B5 - The Kidney Flashcards
What is filtered in the kidney and what is reabsorbed? What is the waste product that is then removed?
Filtered : • glucose • salts • water • urea.
Reabsorbed : • all the glucose • some salts • some water
Removed : The remaining liquid, called urine, passes down the ureter to the bladder.
What are the two main functions of the kidney?
Removes urea
Regulates the amount of salts and water in your body
How many nephrons are there in each kidney? What does each nephron consist of?
There are about a million filtering units, called nephrons, in each kidney. Each nephron consists of
• a knot of capillaries, called a glomerulus, inside a capsule, where high pressure filtration occurs
• a region for selective reabsorption, where useful substances e.g. glucose pass into the blood
• a region for salt and water regulation.
How does blood enter and leave the kidney?
Blood enters your kidney, in the renal artery, under high pressure. Many arterioles branch off from the renal artery and one arteriole goes to each glomerulus. Blood goes from the afferent arteriole into the glomerulus. It then leaves the glomerulus in another arteriole, called the efferent arteriole.

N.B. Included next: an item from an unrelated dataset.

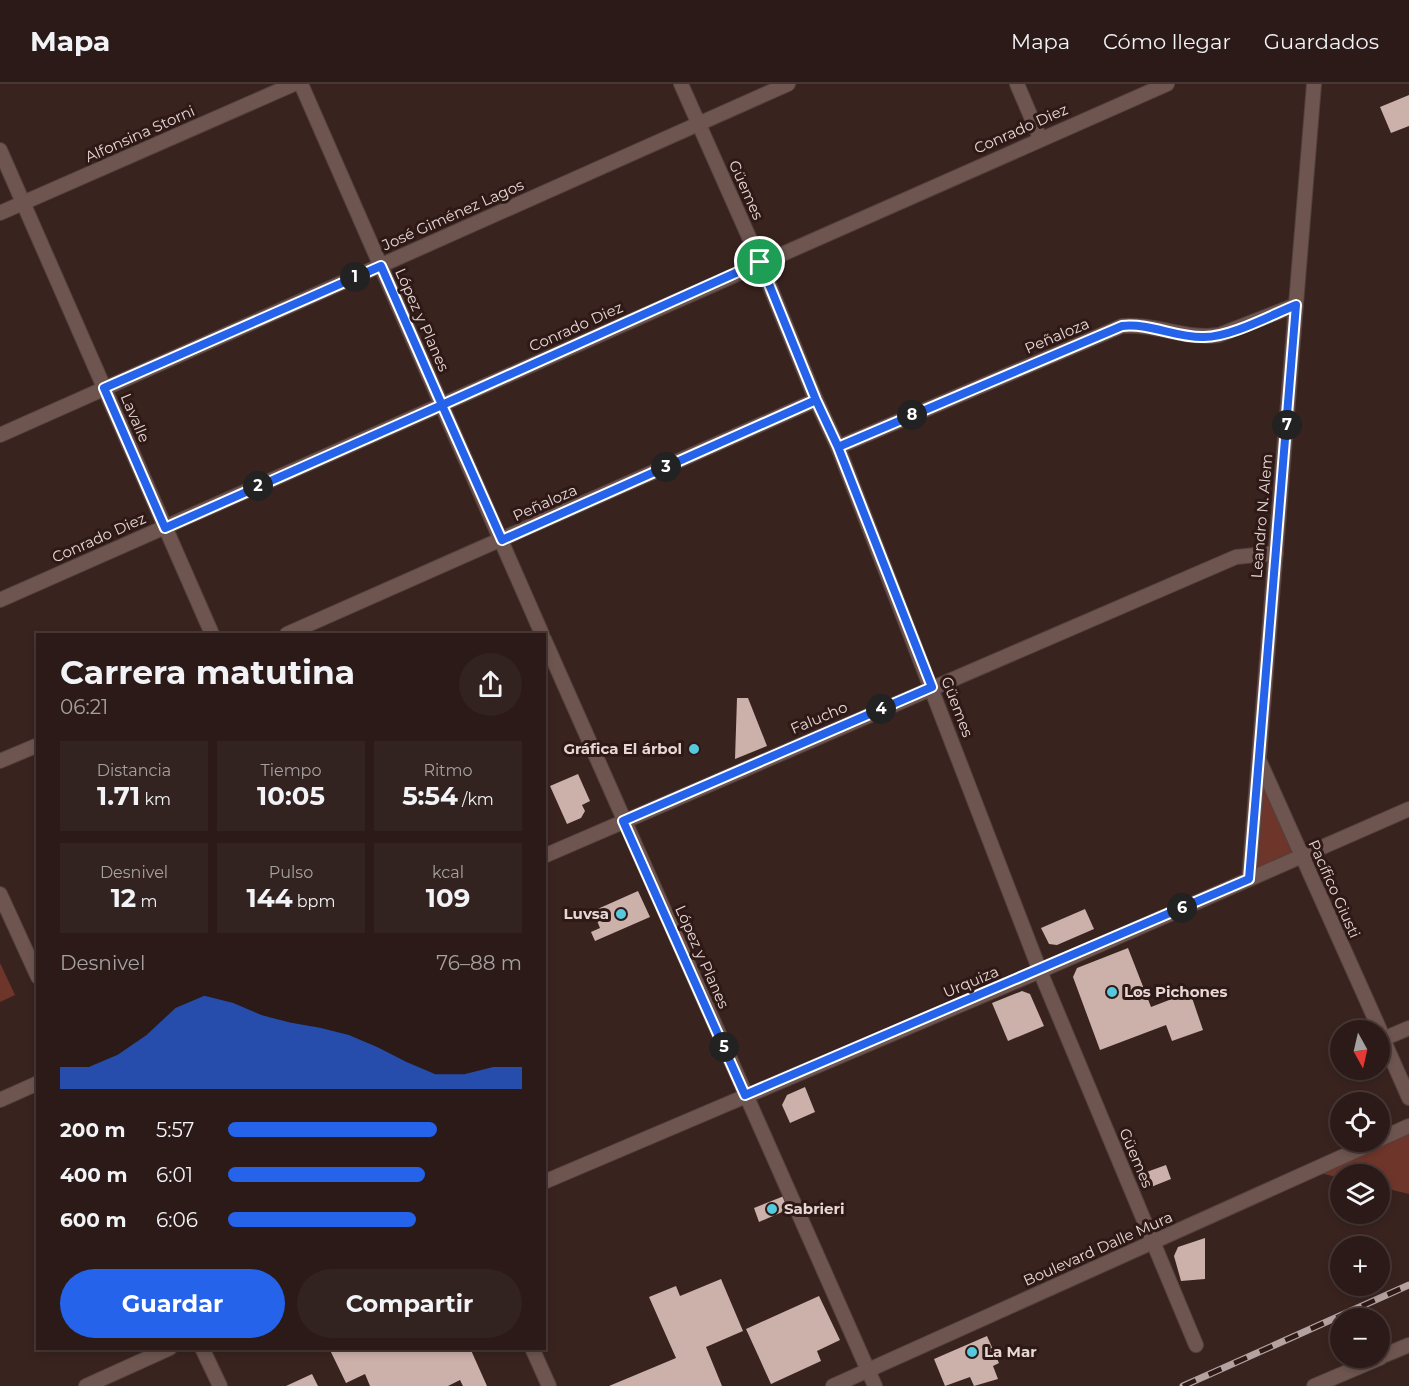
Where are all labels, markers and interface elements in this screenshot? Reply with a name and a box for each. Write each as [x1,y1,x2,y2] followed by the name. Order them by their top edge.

How and why is there high pressure filtration?
The efferent arteriole has a narrower diameter than the afferent arteriole. This produces a bottleneck effect.
The blood cannot leave the glomerulus as fast as it is entering, so it is under high pressure, and the capillaries of the glomerulus are very leaky. The result is high pressure filtration.
Substances with small molecules – water, salts, urea, glucose, amino acids, vitamins, and spent hormones – are filtered out of the blood. They pass along the tubules of the nephron dissolved in liquid that was squeezed out from the glomerulus.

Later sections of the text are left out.